PROBLEM: Within the listing below, please show every line carrying the string "rotate".

[[ AVAILABLE DATA, beginning ]]

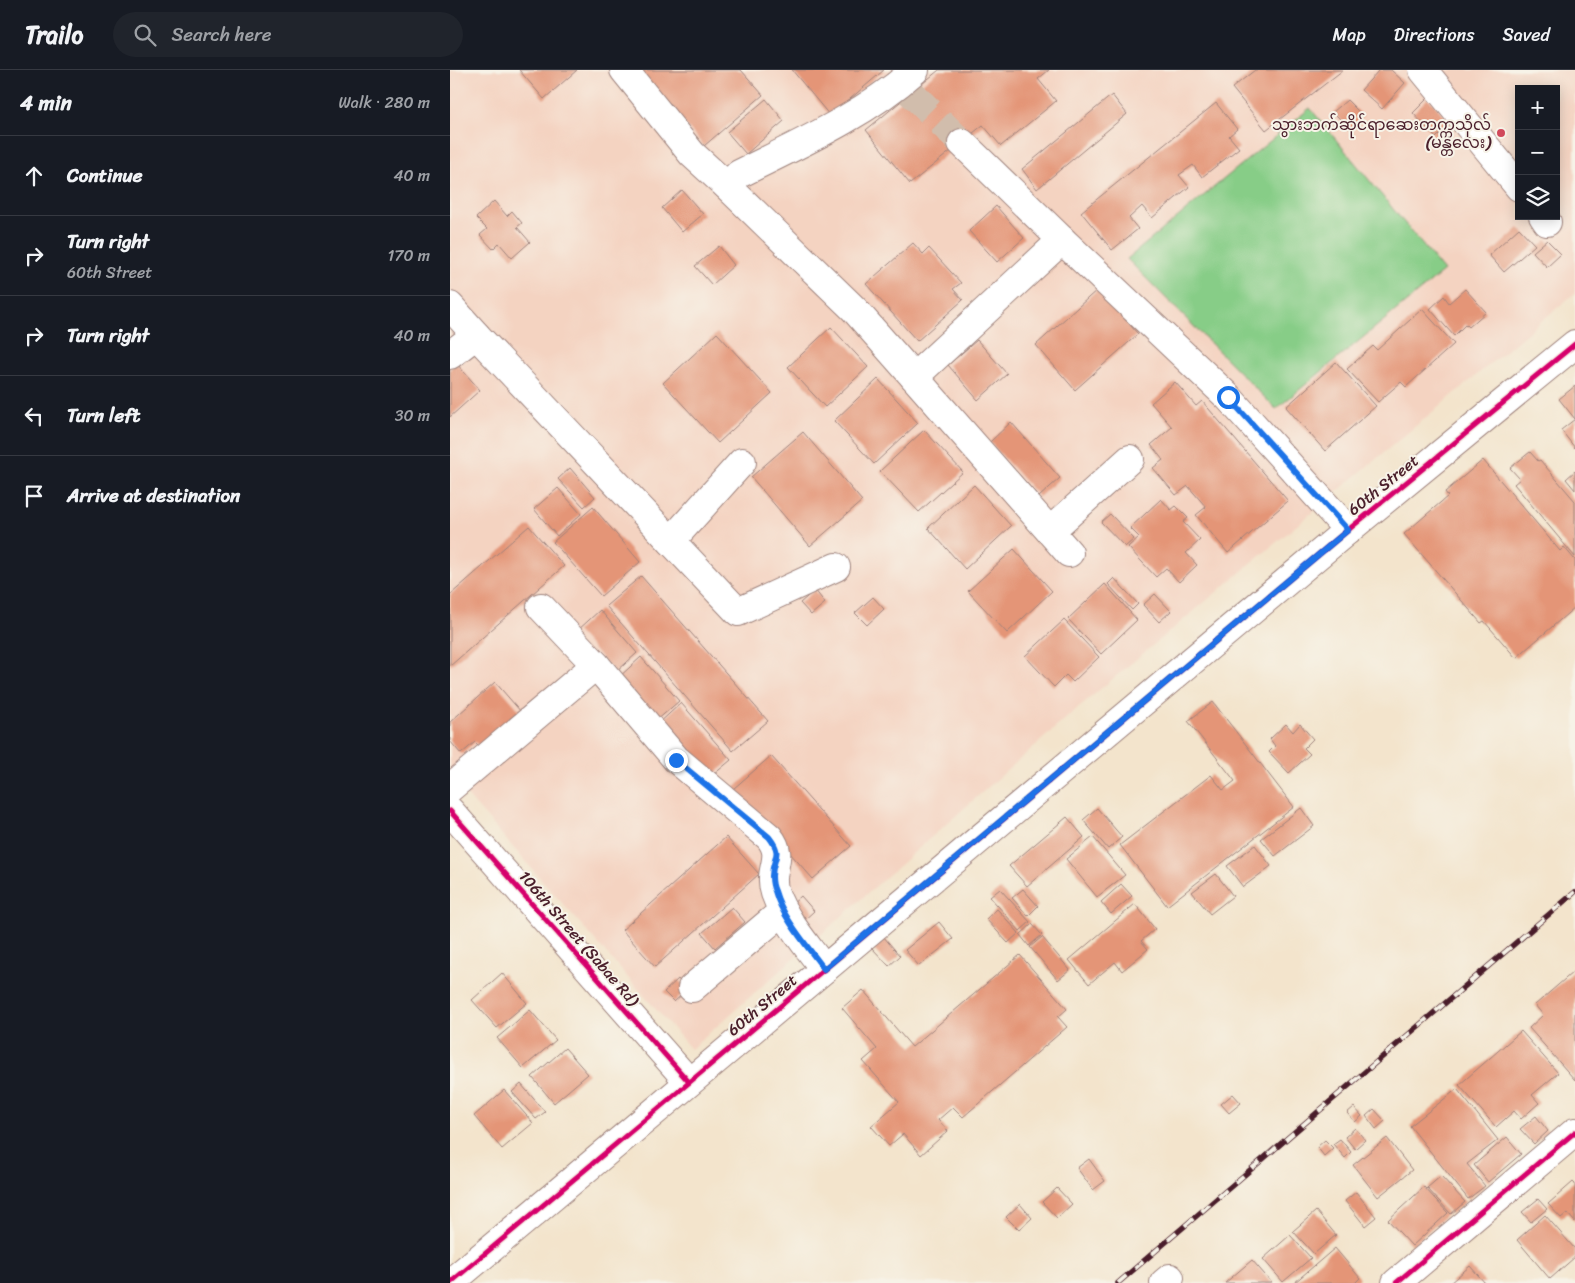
<!DOCTYPE html>
<html lang="en">
<head>
<meta charset="utf-8">
<style>
	body { margin:0; font-family:Sriracha,"Noto Sans Myanmar",sans-serif; background:#20242c; color:#f1f3f6 }
	.controls { position:absolute; right:15px; top:15px; display:grid; overflow:hidden; border-radius:0px; box-shadow:0 2px 12px #0003 }
	.controls button { width:45px; height:45px; display:grid; place-items:center; padding:0; border:0; border-bottom:1px solid #363941; background:#171b24; color:#f1f3f6; font:25px sans-serif }
	.stop { position:absolute; width:15px; height:15px; margin:-11px; border:4px solid #1a73e8; border-radius:50%; background:#fff }
	.stop.end { background:#1a73e8; border-color:#fff; box-shadow:0 1px 5px #0008 }
	.list { margin:0; padding:0; list-style:none }
	h2 { display:flex; justify-content:space-between; align-items:center; height:65px; margin:0; padding:0 20px; font-size:21px }
	h2 small { font-size:16px; font-weight:400; color:#9ea1a6 }
	.list li { display:grid; grid-template-columns:32px 1fr auto; gap:15px; align-items:center; box-sizing:border-box; height:80px; padding:0 20px; border-top:1px solid #363941 }
	.list b { display:block; font-size:19px; white-space:nowrap }
	.list p { margin:0; font-size:16px; white-space:nowrap; color:#9ea1a6 }
	.list em { font-size:16px; font-style:normal; color:#9ea1a6 }
	.icon { flex:none; width:28px; height:28px; fill:none; stroke:currentColor; stroke-width:2; stroke-linecap:round; stroke-linejoin:round }
	.map { position:relative; flex:none; width:1125px; height:1213px; overflow:hidden }
	header { display:flex; align-items:center; gap:30px; box-sizing:border-box; height:70px; padding:0 25px; background:#171b24; border-bottom:1px solid #363941 }
	header strong { font-size:24px }
	nav { display:flex; gap:28px; margin-inline-start:auto; font-size:18px }
	.search { width:350px; height:45px; background:#20242c; display:flex; align-items:center; gap:12px; box-sizing:border-box; padding:0 18px; border-radius:28px; color:#9ea1a6; font-size:19px }
	main { display:flex }
	aside { flex:1; background:#171b24 }
	.map>svg:first-child { display:block }
	.built { fill:#f4d3c1; fill-rule:evenodd }
	.green { fill:#87cd87; stroke:#687659 }
	.building { fill:#e49577 }
	.lines { fill:none; stroke-linecap:round; stroke-linejoin:round }
	.minor-tunnel { stroke:#d1bdac; stroke-width:28; stroke-dasharray:28 14; stroke-linecap:butt }
	.minor-casing { stroke:#9e827c; stroke-width:30 }
	.minor { stroke:#fff; stroke-width:28 }
	.rail-casing { stroke:#4a1f2b; stroke-width:5.5 }
	.rail { stroke:#f7f3e8; stroke-width:4; stroke-dasharray:11; stroke-linecap:butt }
	.cycleway-casing { stroke:#f7f3e8; stroke-width:8 }
	.cycleway { stroke:#d6006c; stroke-width:5 }
	.route { stroke:#1a73e8; stroke-width:6 }
	.poi-dot { fill:#d1495b; stroke:#f7f3e8; stroke-width:2 }
	.labels { text-anchor:middle; dominant-baseline:central; stroke-width:4; stroke-linejoin:round; paint-order:stroke }
	.poi-label { font-size:16px; fill:#4a1f2b; stroke:#f7f3e8; text-anchor:end }
	.street-label { font-size:16px; fill:#4a1f2b; stroke:#f7f3e8 }
</style>
</head>
<body>
<header>
<strong>Trailo</strong>
<div class="search"><svg class="icon" aria-label="search" viewBox="0 0 24 24"><circle cx="10" cy="10" r="6"/><path d="M15 15l6 6"/></svg>Search here</div>
<nav><a>Map</a><a>Directions</a><a>Saved</a></nav>
</header>
<main>
<aside>
<h2>4 min<small>Walk · 280 m</small></h2>
<ul class="list">
<li><svg class="icon" aria-label="ahead" viewBox="0 0 24 24"><path d="M12 20V5M6 11l6-6 6 6"/></svg><div><b>Continue</b></div><em>40 m</em></li>
<li><svg class="icon" aria-label="right" viewBox="0 0 24 24"><path d="M7 20v-9h11M14 6l5 5-5 5"/></svg><div><b>Turn right</b><p>60th Street</p></div><em>170 m</em></li>
<li><svg class="icon" aria-label="right" viewBox="0 0 24 24"><path d="M7 20v-9h11M14 6l5 5-5 5"/></svg><div><b>Turn right</b></div><em>40 m</em></li>
<li><svg class="icon" aria-label="left" viewBox="0 0 24 24"><path d="M17 20v-9H6M10 6l-5 5 5 5"/></svg><div><b>Turn left</b></div><em>30 m</em></li>
<li><svg class="icon" aria-label="arrive" viewBox="0 0 24 24"><path d="M6 21V4h12l-3 4 3 4H6"/></svg><div><b>Arrive at destination</b></div></li>
</ul>
</aside>
<div class="map">
<svg width="1125" height="1213" viewBox="0 0 1125 1213">
	<rect width="100%" height="100%" fill="#f7f3e8"/>
	<filter id="ink" filterUnits="userSpaceOnUse"><feTurbulence type="fractalNoise" baseFrequency=".02" numOctaves="2"/><feDisplacementMap in="SourceGraphic" scale="10" xChannelSelector="R" yChannelSelector="G"/><feConvolveMatrix kernelMatrix="1 2 1 2 8 2 1 2 1" color-interpolation-filters="sRGB"/></filter>
	<filter id="wash" filterUnits="userSpaceOnUse"><feTurbulence type="fractalNoise" baseFrequency=".0096" numOctaves="4" result="noise"/><feDisplacementMap in="SourceGraphic" scale="20" xChannelSelector="R" yChannelSelector="G"/><feGaussianBlur stdDeviation="1.12" result="paint"/><feColorMatrix in="noise" values="0 0 0 0 0 0 0 0 0 0 0 0 0 0 0 0 0 1.4 0 .05"/><feComposite in="paint" operator="in"/></filter>
	<g filter="url(#wash)">
		<rect width="100%" height="100%" fill="#f3e4cc"/>
		<path class="built" d="M0,0H1125V223L629,637L241,979L0,706ZM1069,19H1106V146H1069Z"/>
		<path class="green" d="M860,38L994,201L826,339L677,189Z"/>
		<g id="blocks">
			<g class="building">
				<path d="M69,0H127L94,29Z"/>
				<path d="M188,0H291L313,25L254,76Z"/>
				<path d="M342,0H434L380,46Z"/>
				<path d="M489,0H599L588,9L606,31L551,76L533,55L460,114L416,60Z"/>
				<path d="M805,0H893L816,60L782,18Z"/>
				<path d="M929,0H941L955,13L932,39L911,20Z"/>
				<path d="M662,25L677,44L587,119L572,99Z"/>
				<path d="M978,28L1001,53L986,68L963,43Z"/>
				<path d="M316,29L334,51L296,84L277,62Z"/>
				<path d="M897,30L913,46L900,59L883,42Z"/>
				<path d="M766,33L787,59L779,66L789,78L752,107L743,95L729,105L739,117L702,148L692,136L679,148L688,159L662,180L631,142Z"/>
				<path d="M232,120L253,144L232,162L212,138Z"/>
				<path d="M44,131L57,146L62,141L72,153L67,157L80,172L62,188L49,173L43,179L30,165L37,159L26,148Z"/>
				<path d="M546,136L574,168L547,192L519,161Z"/>
				<path d="M1069,158L1085,175L1054,202L1039,185Z"/>
				<path d="M1097,170L1111,184L1097,197L1083,182Z"/>
				<path d="M463,173L473,184L479,178L511,213L503,219L513,230L467,271L416,214Z"/>
				<path d="M269,176L284,195L262,215L245,196Z"/>
				<path d="M648,219L688,264L625,320L586,275Z"/>
				<path d="M1015,219L1036,242L1019,257L1016,254L1004,266L980,239L994,226L999,233Z"/>
				<path d="M972,239L1004,274L956,317L951,312L928,332L897,299L923,276L927,280Z"/>
				<path d="M381,257L418,297L375,337L338,297Z"/>
				<path d="M267,263L322,323L268,373L213,313Z"/>
				<path d="M527,270L557,304L528,330L498,295Z"/>
				<path d="M886,292L926,336L875,381L836,337Z"/>
				<path d="M6,293L30,320L0,347V299Z"/>
				<path d="M428,309L468,353L424,394L384,351Z"/>
				<path d="M725,312L746,336L752,331L838,431L778,483L746,445L756,437L738,416L726,425L703,398L713,390L701,375L722,357L701,333Z"/>
				<path d="M1125,316V349L1109,329Z"/>
				<path d="M1125,349V378L1111,360Z"/>
				<path d="M561,352L610,408L589,427L540,372Z"/>
				<path d="M474,360L513,402L469,442L430,401Z"/>
				<path d="M353,362L412,431L360,476L301,407Z"/>
				<path d="M1080,382L1088,391L1090,390L1125,431V487L1064,414L1070,409L1060,398Z"/>
				<path d="M1033,390L1110,481L1114,477L1125,490V537L1066,588L1034,551L1031,553L954,464L998,426L995,422Z"/>
				<path d="M120,398L145,427L134,437L108,409Z"/>
				<path d="M1125,401V420L1116,409Z"/>
				<path d="M524,415L561,456L515,499L478,458Z"/>
				<path d="M108,418L131,444L107,466L84,439Z"/>
				<path d="M711,429L721,440L726,436L738,448L733,452L750,470L736,483L747,495L729,512L716,498L706,507L678,477L689,467L680,458Z"/>
				<path d="M143,437L190,492L151,526L103,472Z"/>
				<path d="M660,444L684,469L675,477L651,452Z"/>
				<path d="M79,456L114,496L0,596V525Z"/>
				<path d="M564,479L602,521L557,563L518,521Z"/>
				<path d="M191,506L318,651L283,681L156,536Z"/>
				<path d="M664,508L688,534L682,540L658,514Z"/>
				<path d="M655,514L687,550L651,584L618,549Z"/>
				<path d="M365,520L375,533L361,545L350,533Z"/>
				<path d="M705,524L721,541L709,552L693,535Z"/>
				<path d="M423,527L434,539L417,555L405,543Z"/>
				<path d="M150,540L187,583L165,603L127,561Z"/>
				<path d="M614,550L649,587L623,612L616,605L604,617L575,586Z"/>
				<path d="M191,587L229,631L206,651L168,608Z"/>
				<path d="M45,612L72,643L31,678L25,672L11,684L0,671V652Z"/>
				<path d="M763,632L844,737L717,836L670,775L761,705L773,720L785,711L738,651Z"/>
				<path d="M231,633L281,690L257,710L208,654Z"/>
				<path d="M836,654L843,662L850,654L863,669L854,678L860,684L839,703L819,682L825,676L820,669Z"/>
				<path d="M321,686L401,776L363,809L283,719Z"/>
				<path d="M647,738L672,767L658,779L633,750Z"/>
				<path d="M851,738L864,756L825,786L811,769Z"/>
				<path d="M617,747L634,767L577,816L559,796Z"/>
				<path d="M276,767L309,804L205,897L172,860Z"/>
				<path d="M643,767L675,805L647,827L616,789Z"/>
				<path d="M805,775L821,796L793,817L777,796Z"/>
				<path d="M766,804L783,826L760,844L742,822Z"/>
				<path d="M671,814L682,826L661,844L651,832Z"/>
				<path d="M550,819L580,852L570,861L540,827Z"/>
				<path d="M573,819L588,836L578,846L562,828Z"/>
				<path d="M351,826L364,841L352,852L339,837Z"/>
				<path d="M685,834L705,859L691,871L698,879L672,901L665,892L639,914L619,890Z"/>
				<path d="M282,837L295,852L265,878L252,863Z"/>
				<path d="M547,839L569,863L558,873L536,849Z"/>
				<path d="M489,852L503,869L469,896L455,880Z"/>
				<path d="M582,854L592,865L579,876L570,865Z"/>
				<path d="M433,866L450,886L439,896L421,877Z"/>
				<path d="M592,867L620,900L608,910L580,877Z"/>
				<path d="M570,885L617,939L608,947L617,957L513,1047L503,1037L488,1050L498,1061L471,1085L453,1064L439,1076L421,1056L449,1032L413,991L427,979L392,938L413,920L462,977Z"/>
				<path d="M1123,902L1125,905V1010L1079,958L1093,945L1085,935Z"/>
				<path d="M52,903L77,933L47,958L22,930Z"/>
				<path d="M228,909L237,920L224,932L214,922Z"/>
				<path d="M80,940L106,970L73,998L47,968Z"/>
				<path d="M1071,961L1108,1003L1082,1025L1089,1033L1071,1049L1064,1041L1046,1057L1009,1015Z"/>
				<path d="M115,978L138,1004L104,1033L82,1007Z"/>
				<path d="M71,1014L95,1042L86,1049L62,1022Z"/>
				<path d="M1007,1019L1048,1070L1017,1094L1035,1116L1018,1129L960,1056Z"/>
				<path d="M54,1020L83,1053L52,1079L24,1046Z"/>
				<path d="M783,1024L791,1033L779,1043L771,1034Z"/>
				<path d="M904,1037L912,1046L905,1052L897,1043Z"/>
				<path d="M924,1039L935,1051L926,1059L916,1046Z"/>
				<path d="M1086,1046L1098,1061L1084,1074L1070,1059Z"/>
				<path d="M905,1058L915,1070L905,1079L895,1067Z"/>
				<path d="M1057,1067L1071,1084L1038,1112L1024,1095Z"/>
				<path d="M937,1068L962,1100L928,1127L903,1095Z"/>
				<path d="M890,1069L901,1082L895,1088L883,1074Z"/>
				<path d="M875,1070L883,1078L874,1086L867,1077Z"/>
				<path d="M639,1089L655,1111L643,1120L627,1098Z"/>
				<path d="M991,1106L1015,1132L1001,1144L977,1118Z"/>
				<path d="M1123,1112L1125,1114V1152L1117,1143L1111,1148L1098,1134Z"/>
				<path d="M974,1117L998,1143L962,1176L938,1150Z"/>
				<path d="M607,1118L622,1134L607,1148L592,1132Z"/>
				<path d="M906,1122L926,1147L915,1156L895,1131Z"/>
				<path d="M1088,1129L1097,1139L1081,1152L1072,1142Z"/>
				<path d="M570,1134L582,1148L569,1160L556,1147Z"/>
				<path d="M866,1141L886,1165L864,1184L843,1161Z"/>
				<path d="M1095,1145L1125,1179V1187L1100,1209L1067,1170Z"/>
				<path d="M840,1165L861,1188L833,1212L813,1189Z"/>
				<path d="M885,1178L910,1208L905,1213H844Z"/>
				<path d="M802,1190L822,1213H775Z"/>
				<path d="M1020,1196L1035,1213H1000Z"/>
			</g>
		</g>
	</g>
	<g filter="url(#ink)">
		<use href="#blocks" fill-opacity="0" stroke="#9e827c" stroke-width="1"/>
		<g class="lines">
			<path class="minor-tunnel" d="M460,22L512,73"/>
			<defs>
				<g id="minor">
					<path d="M174,0L242,84L277,116L289,104C349,74 415,45 465,0"/>
					<path d="M973,0L1069,117"/>
					<path d="M512,73L612,170L778,327L898,460"/>
					<path d="M277,116L404,239L464,307"/>
					<path d="M1093,146L1097,152"/>
					<path d="M612,170L464,307L619,483"/>
					<path d="M0,236L26,265"/>
					<path d="M0,285L26,265L288,542L386,497"/>
					<path d="M600,461L680,389"/>
					<path d="M221,471L292,392"/>
					<path d="M91,537L146,595L226,689L319,767C336,788 317,798 325,823C335,851 357,875 374,899"/>
					<path d="M0,718L146,595"/>
					<path d="M0,741L239,1012"/>
					<path d="M242,918L333,841"/>
					<path d="M0,1213L898,460L1125,274"/>
					<path d="M714,1213L720,1208"/>
					<path d="M946,1213L1125,1062"/>
				</g>
			</defs>
			<use href="#minor" class="minor-casing"/>
			<use href="#minor" class="minor"/>
			<defs>
				<path id="rail" d="M668,1213L1125,822"/>
			</defs>
			<use href="#rail" class="rail-casing"/>
			<use href="#rail" class="rail"/>
			<defs>
				<g id="cycleway">
					<path d="M0,741L239,1012"/>
					<path d="M0,1213L898,460L1125,274"/>
					<path d="M946,1213L1125,1062"/>
				</g>
			</defs>
			<use href="#cycleway" class="cycleway-casing"/>
			<use href="#cycleway" class="cycleway"/>
		</g>
	</g>
	<g class="lines" filter="url(#ink)">
		<path class="route" d="M226,690L319,767C334,786 322,787 322,806C322,811 323,817 325,821C332,847 358,877 374,899L898,460L778,327"/>
	</g>
	<circle class="poi-dot" cx="1051" cy="63" r="5"/>
	<g class="labels">
		<g class="poi-label">
			<text x="1041" y="54">သွားဘက်ဆိုင်ရာဆေးတက္ကသိုလ်<tspan x="1041" dy="18">(မန္တလေး)</tspan></text>
		</g>
		<g class="street-label">
			<text transform="translate(933 415) rotate(-39)">60th Street</text>
			<text transform="translate(129 868) rotate(49)">106th Street (Sabae Rd)</text>
			<text transform="translate(312 935) rotate(-40)">60th Street</text>
		</g>
	</g>
</svg>
<div class="controls">
<button>+</button>
<button>−</button>
<button><svg class="icon" aria-label="layers" viewBox="0 0 24 24"><path d="M12 4l9 5-9 5-9-5zM3 14l9 5 9-5"/></svg></button>
</div>
<div class="stop" style="left:778px;top:327px"></div>
<div class="stop end" style="left:226px;top:690px"></div>
</div>
</main>
</body>
</html>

[[ AVAILABLE DATA, end ]]

EXPECTED ANSWER:
			<text transform="translate(933 415) rotate(-39)">60th Street</text>
			<text transform="translate(129 868) rotate(49)">106th Street (Sabae Rd)</text>
			<text transform="translate(312 935) rotate(-40)">60th Street</text>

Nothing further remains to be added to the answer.